--- AVAILABLE RECORDS Enclosed Below ---

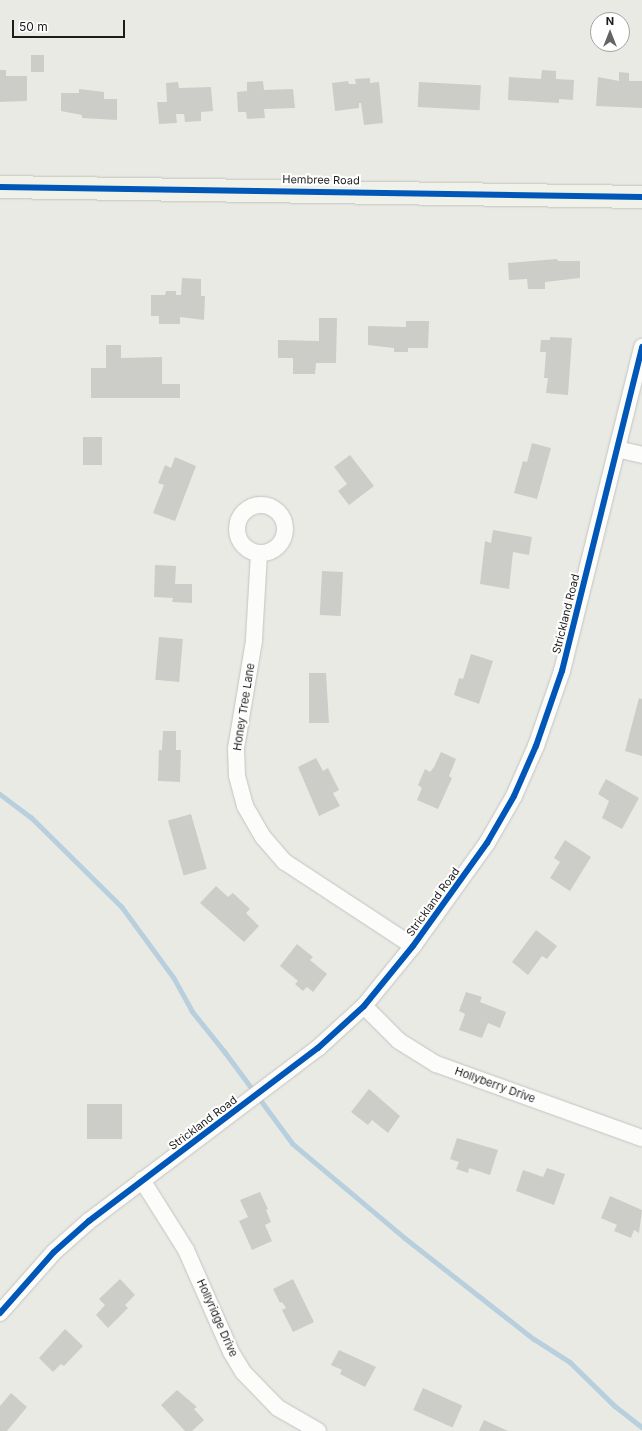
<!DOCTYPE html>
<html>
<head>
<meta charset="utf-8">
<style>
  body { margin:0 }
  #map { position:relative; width:642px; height:1431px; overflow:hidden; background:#eaeae5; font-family:Inter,sans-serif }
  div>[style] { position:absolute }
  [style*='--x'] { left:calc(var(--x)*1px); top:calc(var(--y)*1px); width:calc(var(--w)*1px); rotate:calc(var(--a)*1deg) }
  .stream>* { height:4.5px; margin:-2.25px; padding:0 2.25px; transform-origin:2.25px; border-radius:2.25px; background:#b8cfdd }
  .building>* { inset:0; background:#ccccc8; transform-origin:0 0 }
  .roads { filter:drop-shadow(0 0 1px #c3c3c1) drop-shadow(0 0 1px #c3c3c1) }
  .street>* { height:16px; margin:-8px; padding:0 8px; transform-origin:8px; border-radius:8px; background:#fcfcfb }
  .street>.ring { margin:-8px; padding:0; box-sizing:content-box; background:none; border:16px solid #fcfcfb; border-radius:50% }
  .secondary>* { height:22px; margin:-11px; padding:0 11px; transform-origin:11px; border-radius:11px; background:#f0f2e9 }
  .cycleway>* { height:6px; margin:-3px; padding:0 3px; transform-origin:3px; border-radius:3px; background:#0057b8 }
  span { translate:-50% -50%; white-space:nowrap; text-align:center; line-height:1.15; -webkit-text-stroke:4px #fff; paint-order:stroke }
  .street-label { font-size:11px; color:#1c1c1c }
  .north { position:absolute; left:590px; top:12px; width:40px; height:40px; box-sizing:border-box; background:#fff; border:1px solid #a4a4a4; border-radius:50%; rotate:0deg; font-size:11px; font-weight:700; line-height:16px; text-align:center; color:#1c1c1c }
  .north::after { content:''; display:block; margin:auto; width:14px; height:18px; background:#646462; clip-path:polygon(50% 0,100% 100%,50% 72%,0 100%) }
  .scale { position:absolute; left:12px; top:20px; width:113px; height:18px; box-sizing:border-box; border:2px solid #1c1c1c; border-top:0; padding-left:5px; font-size:12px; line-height:14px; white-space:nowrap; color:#1c1c1c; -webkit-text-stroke:3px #fff; paint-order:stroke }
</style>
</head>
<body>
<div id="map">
  <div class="stream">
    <div style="--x:0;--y:794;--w:39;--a:37"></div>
    <div style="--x:31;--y:817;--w:128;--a:44.7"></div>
    <div style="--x:122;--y:907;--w:88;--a:53.8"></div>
    <div style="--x:174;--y:978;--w:38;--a:61"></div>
    <div style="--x:192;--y:1011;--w:53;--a:51.2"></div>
    <div style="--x:225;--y:1052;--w:114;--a:53.5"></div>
    <div style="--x:293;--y:1144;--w:146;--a:40"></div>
    <div style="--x:405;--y:1238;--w:164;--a:38.1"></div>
    <div style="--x:534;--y:1339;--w:43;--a:32.6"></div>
    <div style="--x:570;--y:1362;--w:63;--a:44.4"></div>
    <div style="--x:615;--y:1406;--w:34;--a:38"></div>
  </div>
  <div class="building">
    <div style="left:31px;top:55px;width:13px;height:17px"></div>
    <div style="clip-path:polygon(0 70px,6px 70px,6px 76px,27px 76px,27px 101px,0 102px)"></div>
    <div style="clip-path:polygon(542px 70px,556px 71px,556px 79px,574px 80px,573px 100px,559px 99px,559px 103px,508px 100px,509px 77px,541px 79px)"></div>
    <div style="clip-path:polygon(619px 72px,629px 73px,629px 81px,642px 81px,642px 108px,596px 106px,598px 77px,619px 81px)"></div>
    <div style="clip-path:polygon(370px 78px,370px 83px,379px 82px,383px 123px,364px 125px,361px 103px,359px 103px,359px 108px,335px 111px,332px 83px,348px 81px,349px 84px,356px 84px,355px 79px)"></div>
    <div style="clip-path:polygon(263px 81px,264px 90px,293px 89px,295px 108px,264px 109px,265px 118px,247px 119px,246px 112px,238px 112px,237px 92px,247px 91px,247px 82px)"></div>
    <div style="clip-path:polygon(178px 82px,179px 88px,211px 87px,213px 111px,201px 112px,201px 121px,185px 122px,184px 114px,176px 114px,177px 123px,159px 124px,157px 102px,167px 102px,166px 83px)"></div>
    <div style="left:419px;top:82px;width:62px;height:25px;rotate:3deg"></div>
    <div style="clip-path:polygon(79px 89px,104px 92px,104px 99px,117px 99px,117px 120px,82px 118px,82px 115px,61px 111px,61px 93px,79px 93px)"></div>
    <div style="clip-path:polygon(557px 259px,558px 261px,580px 261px,580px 278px,545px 282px,545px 289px,528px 289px,527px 279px,509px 280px,508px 263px)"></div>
    <div style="clip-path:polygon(182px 278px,201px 279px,201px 296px,205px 296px,204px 320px,180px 317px,180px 324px,159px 324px,159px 316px,151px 316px,151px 295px,165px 295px,166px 291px,176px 291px,176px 295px,181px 295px)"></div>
    <div style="clip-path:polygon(319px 318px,337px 318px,336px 363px,316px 363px,315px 374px,293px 374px,293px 358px,278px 358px,278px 340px,319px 341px)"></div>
    <div style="clip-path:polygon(406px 321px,429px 321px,428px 348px,408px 348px,408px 352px,394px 352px,394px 348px,368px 345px,368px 326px,406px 327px)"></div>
    <div style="clip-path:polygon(550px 337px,572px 338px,568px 395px,546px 393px,548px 378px,544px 378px,546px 352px,540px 352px,541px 340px,550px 340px)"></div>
    <div style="clip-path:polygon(106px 345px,121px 345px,121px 358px,162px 357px,162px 384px,180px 384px,180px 398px,91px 398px,91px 368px,106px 368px)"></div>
    <div style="left:83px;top:437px;width:19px;height:28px"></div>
    <div style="clip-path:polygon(532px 443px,551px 448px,537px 499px,514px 493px,523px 461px,527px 462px)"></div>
    <div style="clip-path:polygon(350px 455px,374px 486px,349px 505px,338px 491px,347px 484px,334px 467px)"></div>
    <div style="clip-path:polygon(175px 457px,196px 466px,175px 521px,153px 513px,164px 485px,158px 483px,165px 465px,171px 468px)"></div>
    <div style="clip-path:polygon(493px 530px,532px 537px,529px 555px,513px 552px,509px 589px,480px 584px,485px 541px,491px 543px)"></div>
    <div style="clip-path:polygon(155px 565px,176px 566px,175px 584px,192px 584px,192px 603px,172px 602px,173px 598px,154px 597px)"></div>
    <div style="left:322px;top:571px;width:21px;height:44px;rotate:3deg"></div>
    <div style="left:159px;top:637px;width:24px;height:43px;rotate:5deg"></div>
    <div style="clip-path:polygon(471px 654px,493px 661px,479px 704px,454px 695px,459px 678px,463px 679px)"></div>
    <div style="clip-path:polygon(309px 673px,326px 673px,329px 723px,309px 723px)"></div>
    <div style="clip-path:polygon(639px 698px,642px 699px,642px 756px,625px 751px)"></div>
    <div style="clip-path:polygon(163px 731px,176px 731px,176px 750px,181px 750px,180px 782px,158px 781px,159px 750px,162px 750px)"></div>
    <div style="clip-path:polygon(441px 752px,456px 759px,449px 776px,452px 778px,438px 809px,417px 800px,422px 788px,418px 785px,425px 769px,430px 772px,434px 767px)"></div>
    <div style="clip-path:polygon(316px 758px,323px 771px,328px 768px,339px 790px,333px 793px,340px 806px,319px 816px,298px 767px)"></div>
    <div style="clip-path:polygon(606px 779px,639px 798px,622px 829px,602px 818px,609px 801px,598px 794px)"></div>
    <div style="left:191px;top:814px;width:57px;height:24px;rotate:74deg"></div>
    <div style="clip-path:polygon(565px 840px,591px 857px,570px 891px,550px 878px,560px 862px,554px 858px)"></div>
    <div style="clip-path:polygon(216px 886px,228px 897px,233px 893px,250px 909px,246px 913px,259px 926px,244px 942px,200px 903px)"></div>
    <div style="clip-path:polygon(536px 930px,557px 946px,547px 959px,542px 956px,528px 975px,512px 962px)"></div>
    <div style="clip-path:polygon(297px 944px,313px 957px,310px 960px,327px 974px,313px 992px,307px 987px,303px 991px,295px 984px,298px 981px,280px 966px)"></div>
    <div style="clip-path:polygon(466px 992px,482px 997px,480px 1002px,506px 1012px,500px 1028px,488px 1023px,482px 1038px,459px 1030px,465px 1014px,459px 1011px)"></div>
    <div style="clip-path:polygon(369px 1089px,400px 1116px,388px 1133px,372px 1120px,368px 1125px,351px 1112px)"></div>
    <div style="left:87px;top:1104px;width:35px;height:35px"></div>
    <div style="clip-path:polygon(457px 1138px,498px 1150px,490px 1175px,469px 1168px,468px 1173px,456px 1169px,459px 1162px,450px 1159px)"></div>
    <div style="clip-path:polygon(547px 1168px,565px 1174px,554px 1205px,516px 1191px,523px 1170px,543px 1177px)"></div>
    <div style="clip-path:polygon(260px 1192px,268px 1209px,266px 1210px,271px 1222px,265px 1225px,272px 1241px,252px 1250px,239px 1221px,248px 1217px,240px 1200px)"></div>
    <div style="clip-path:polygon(610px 1196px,642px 1210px,639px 1233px,634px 1230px,631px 1238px,614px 1231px,617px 1225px,601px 1218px)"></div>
    <div style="clip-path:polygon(120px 1279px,135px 1295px,125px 1305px,128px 1308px,108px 1328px,96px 1315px,105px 1305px,99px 1299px)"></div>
    <div style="clip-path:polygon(293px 1279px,314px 1322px,293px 1332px,282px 1310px,286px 1308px,282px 1302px,280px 1303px,273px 1289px)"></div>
    <div style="clip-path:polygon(65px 1329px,83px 1346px,64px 1366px,61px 1364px,53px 1372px,39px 1358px)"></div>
    <div style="clip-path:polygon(339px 1350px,376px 1367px,365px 1387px,340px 1374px,342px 1370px,331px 1365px)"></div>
    <div style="left:423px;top:1388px;width:43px;height:24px;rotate:24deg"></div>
    <div style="clip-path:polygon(177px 1390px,197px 1407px,194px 1409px,204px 1420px,192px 1431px,185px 1431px,161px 1405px)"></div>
    <div style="clip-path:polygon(11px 1393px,27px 1407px,7px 1431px,0 1431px,0 1406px)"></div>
    <div style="clip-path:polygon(484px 1420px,508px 1431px,479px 1431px)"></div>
  </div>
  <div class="roads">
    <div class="street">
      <div style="--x:617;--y:449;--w:26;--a:13"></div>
      <div class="ring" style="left:237px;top:505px;width:32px;height:32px"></div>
      <div style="--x:259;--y:553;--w:88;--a:93.3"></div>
      <div style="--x:254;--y:641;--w:109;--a:99.5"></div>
      <div style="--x:236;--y:748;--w:28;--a:88"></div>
      <div style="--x:237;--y:776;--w:31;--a:75"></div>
      <div style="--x:245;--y:806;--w:36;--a:60"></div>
      <div style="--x:263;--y:837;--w:33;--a:49"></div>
      <div style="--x:285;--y:862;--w:153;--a:33.3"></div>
      <div style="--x:364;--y:1006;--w:49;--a:45"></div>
      <div style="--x:399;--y:1041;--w:44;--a:31.9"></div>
      <div style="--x:436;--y:1064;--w:219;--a:19.8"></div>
      <div style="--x:142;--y:1180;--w:83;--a:57.8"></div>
      <div style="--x:186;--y:1250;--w:111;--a:66.2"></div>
      <div style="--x:231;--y:1352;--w:23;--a:59"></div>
      <div style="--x:243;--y:1372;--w:50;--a:45.8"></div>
      <div style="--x:278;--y:1408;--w:46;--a:29.9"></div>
      <div style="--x:0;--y:1313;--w:81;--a:-48.5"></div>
      <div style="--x:54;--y:1252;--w:47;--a:-41.5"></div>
      <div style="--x:89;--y:1221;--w:287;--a:-37.1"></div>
      <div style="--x:318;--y:1048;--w:62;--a:-42.4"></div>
      <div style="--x:364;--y:1006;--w:77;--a:-50.8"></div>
      <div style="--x:413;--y:946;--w:127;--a:-54.3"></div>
      <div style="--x:487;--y:843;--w:54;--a:-60.1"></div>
      <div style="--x:514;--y:796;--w:55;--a:-66.3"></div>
      <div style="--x:536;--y:746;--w:79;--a:-70.9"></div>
      <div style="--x:562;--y:671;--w:334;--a:-76.1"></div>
    </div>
    <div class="secondary">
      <div style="--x:0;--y:187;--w:642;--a:0.89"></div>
    </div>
  </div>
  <div class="cycleway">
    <div style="--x:0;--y:187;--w:642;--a:0.89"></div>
    <div style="--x:0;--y:1313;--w:81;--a:-48.5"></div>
    <div style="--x:54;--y:1252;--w:47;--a:-41.5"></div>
    <div style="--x:89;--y:1221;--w:287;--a:-37.1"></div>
    <div style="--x:318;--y:1048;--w:62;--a:-42.4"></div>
    <div style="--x:364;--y:1006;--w:77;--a:-50.8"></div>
    <div style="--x:413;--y:946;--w:127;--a:-54.3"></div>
    <div style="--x:487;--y:843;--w:54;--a:-60.1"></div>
    <div style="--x:514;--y:796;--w:55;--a:-66.3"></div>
    <div style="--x:536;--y:746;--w:79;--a:-70.9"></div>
    <div style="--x:562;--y:671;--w:334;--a:-76.1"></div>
  </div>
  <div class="street-label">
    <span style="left:321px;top:180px;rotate:1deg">Hembree Road</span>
    <span style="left:566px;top:614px;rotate:-76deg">Strickland Road</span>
    <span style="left:244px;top:707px;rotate:-81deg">Honey Tree Lane</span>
    <span style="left:433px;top:902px;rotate:-54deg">Strickland Road</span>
    <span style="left:495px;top:1085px;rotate:20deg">Hollyberry Drive</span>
    <span style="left:203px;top:1123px;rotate:-37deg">Strickland Road</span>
    <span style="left:217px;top:1318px;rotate:66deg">Hollyridge Drive</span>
  </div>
  <div class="north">N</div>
  <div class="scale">50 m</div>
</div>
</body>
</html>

--- End of Enclosed AVAILABLE RECORDS ---

_WHAT TO PRODUCE_
Give again, word for word, only the lines that run from the top of the data above through the line with "filter:drop-shadow(0 0 1px". Drop the pictures.

_TASK RESPONSE_
<!DOCTYPE html>
<html>
<head>
<meta charset="utf-8">
<style>
  body { margin:0 }
  #map { position:relative; width:642px; height:1431px; overflow:hidden; background:#eaeae5; font-family:Inter,sans-serif }
  div>[style] { position:absolute }
  [style*='--x'] { left:calc(var(--x)*1px); top:calc(var(--y)*1px); width:calc(var(--w)*1px); rotate:calc(var(--a)*1deg) }
  .stream>* { height:4.5px; margin:-2.25px; padding:0 2.25px; transform-origin:2.25px; border-radius:2.25px; background:#b8cfdd }
  .building>* { inset:0; background:#ccccc8; transform-origin:0 0 }
  .roads { filter:drop-shadow(0 0 1px #c3c3c1) drop-shadow(0 0 1px #c3c3c1) }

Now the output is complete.